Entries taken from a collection
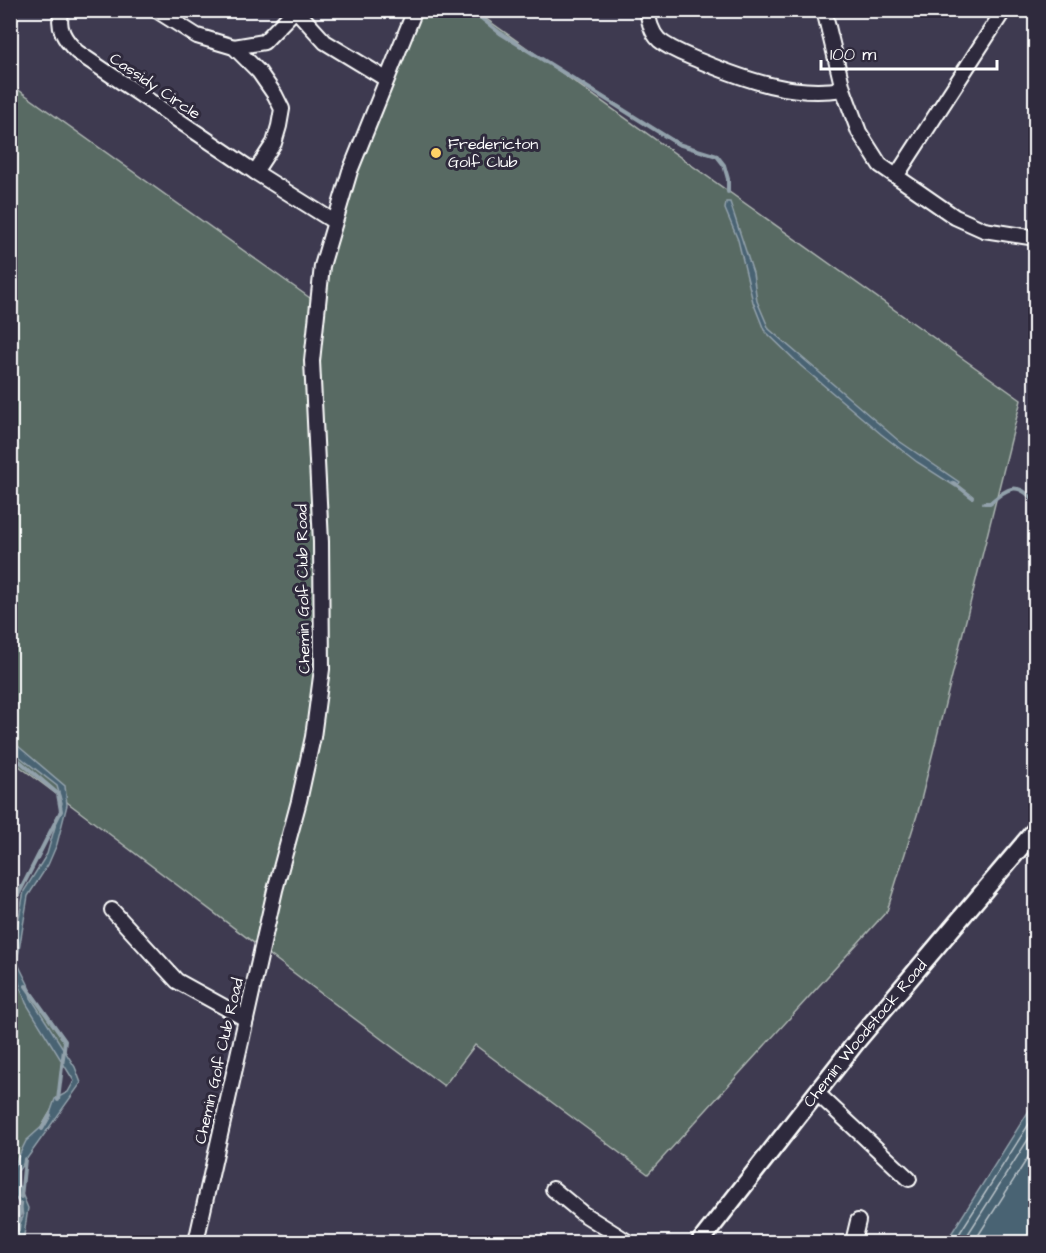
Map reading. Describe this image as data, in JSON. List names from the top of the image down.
{
  "streets": {
    "main road": ["Chemin Woodstock Road"],
    "street": ["Cassidy Circle", "Chemin Golf Club Road"]
  },
  "crossings": [
    ["Cassidy Circle", "Chemin Golf Club Road"]
  ],
  "places": ["Fredericton Golf Club"],
  "scale_bar": "100 m"
}
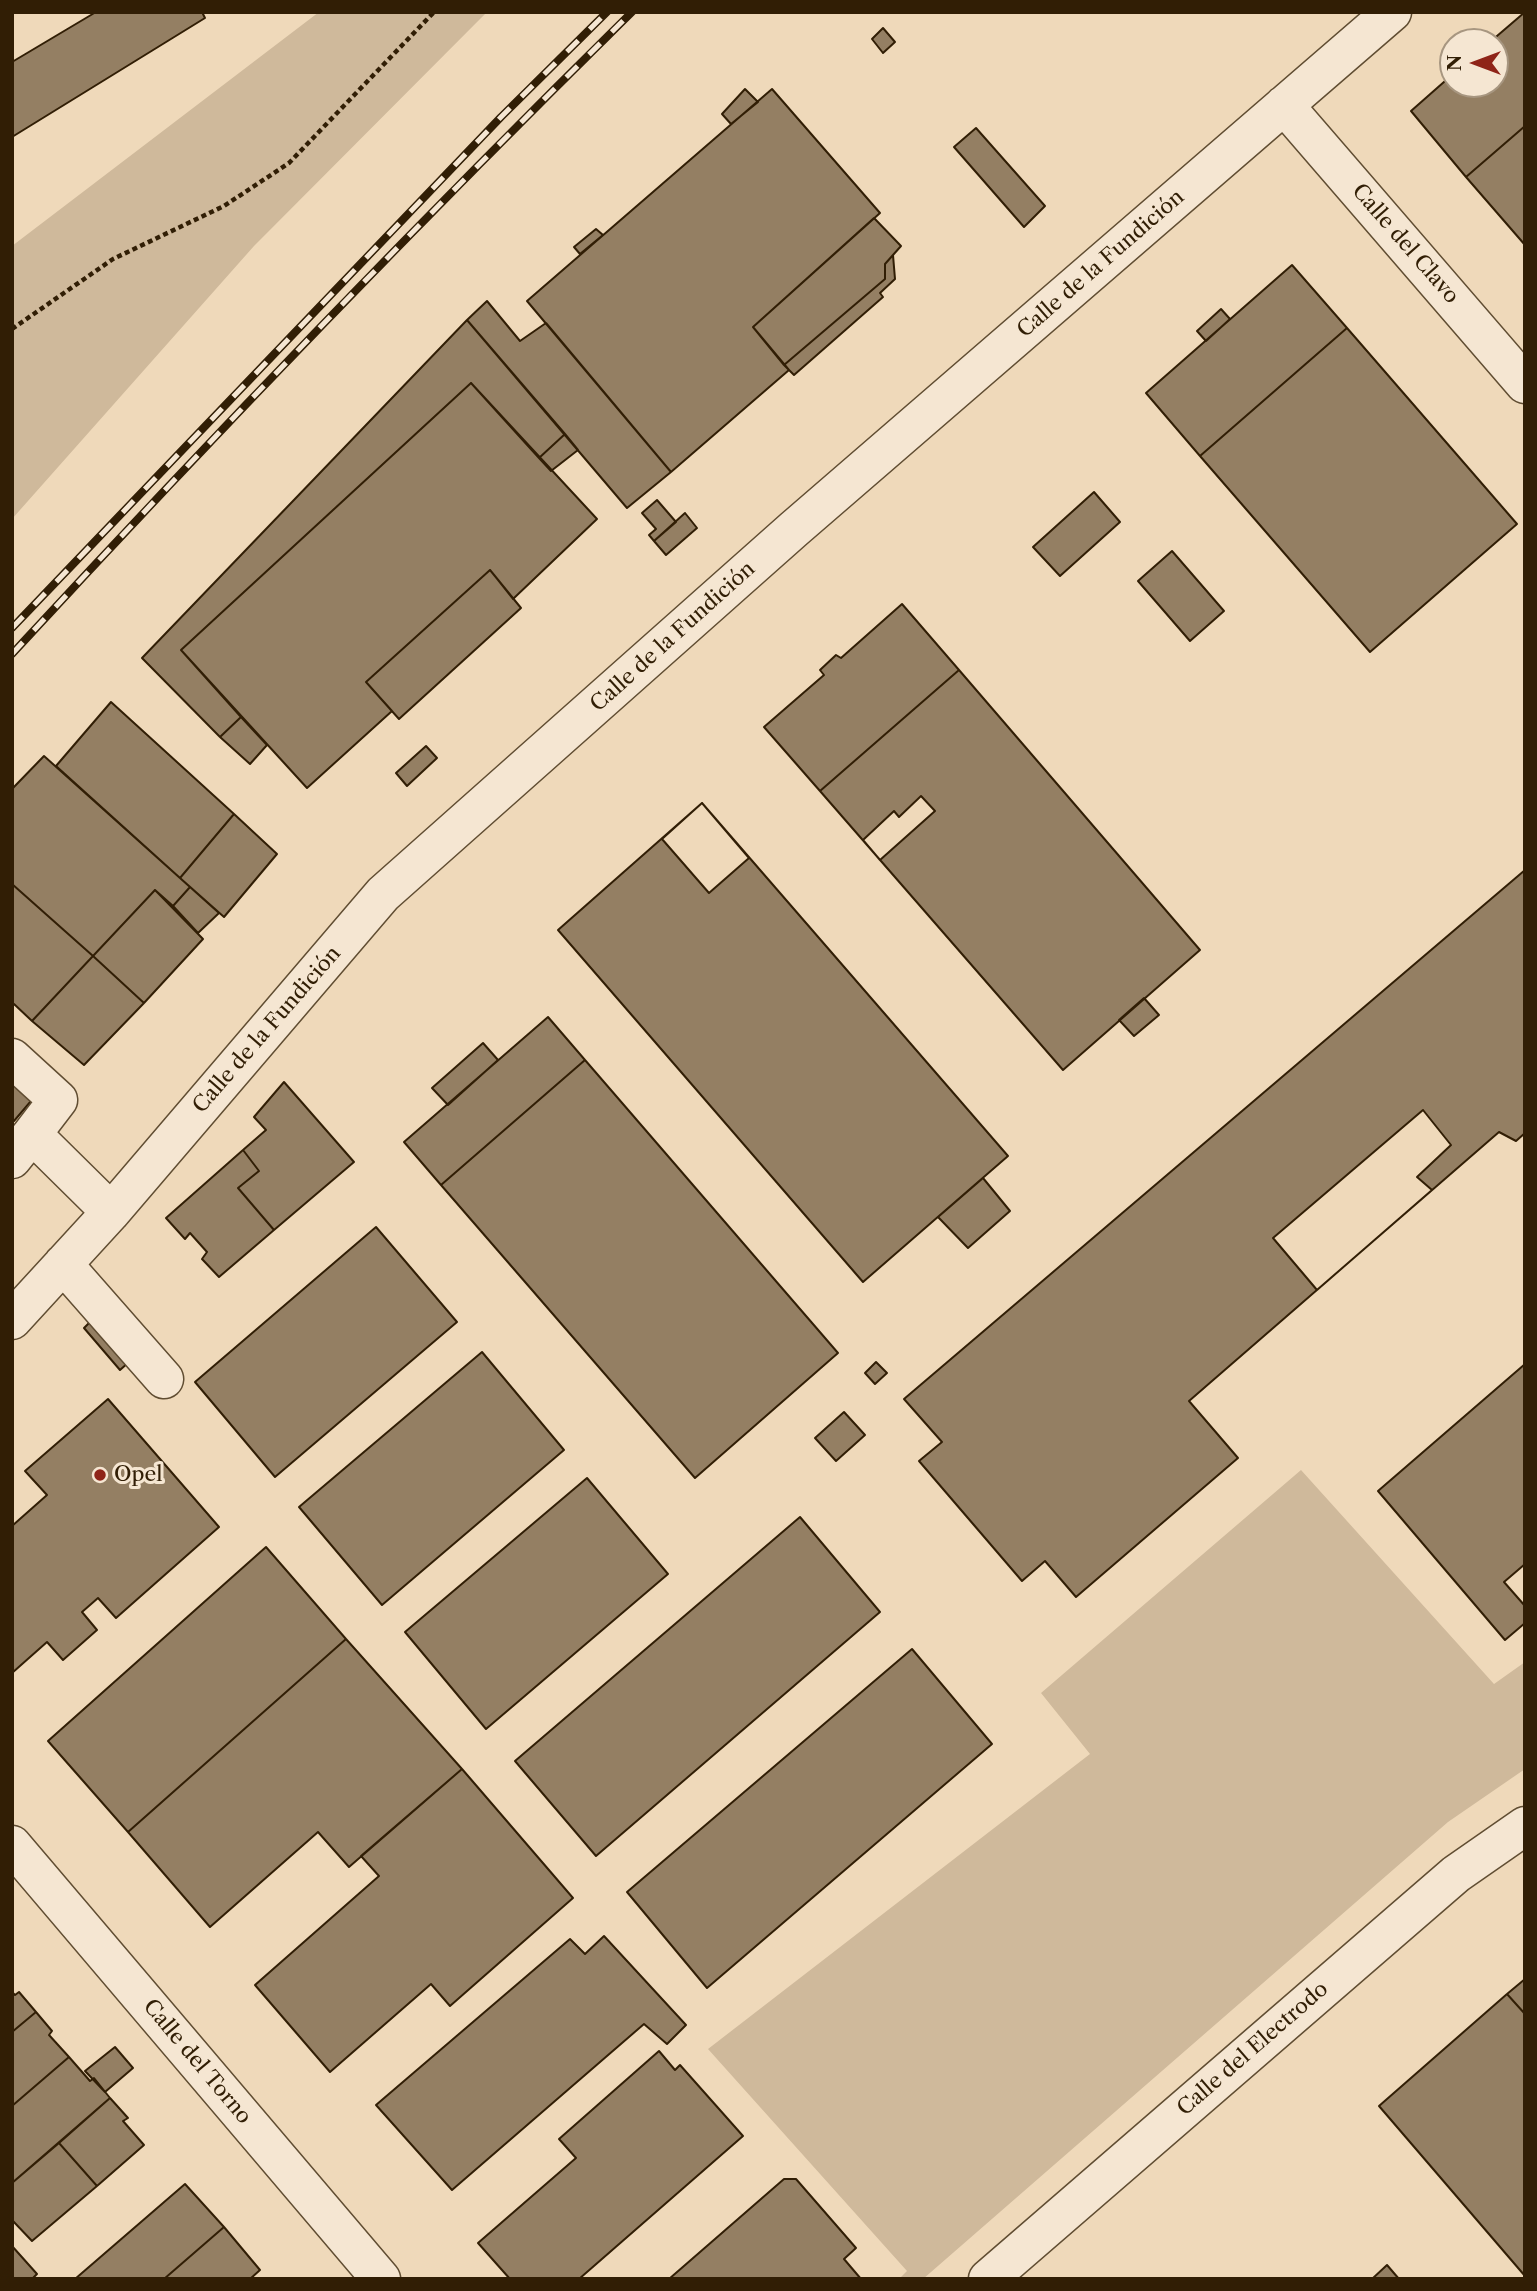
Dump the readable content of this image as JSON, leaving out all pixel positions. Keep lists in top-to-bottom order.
{
  "streets": {
    "street": [
      "Calle del Clavo",
      "Calle de la Fundición",
      "Calle del Electrodo",
      "Calle del Torno"
    ]
  },
  "crossings": [
    ["Calle del Clavo", "Calle de la Fundición"]
  ],
  "places": ["Opel"],
  "north": "left"
}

▸ Task item:
Output must be limited to the lines beginning with the one that contains "Dump the readable" and ending with the last line of the entries, reproduced exactly.

▸ Reply:
Dump the readable content of this image as JSON, leaving out all pixel positions. Keep lists in top-to-bottom order.
{
  "streets": {
    "street": [
      "Calle del Clavo",
      "Calle de la Fundición",
      "Calle del Electrodo",
      "Calle del Torno"
    ]
  },
  "crossings": [
    ["Calle del Clavo", "Calle de la Fundición"]
  ],
  "places": ["Opel"],
  "north": "left"
}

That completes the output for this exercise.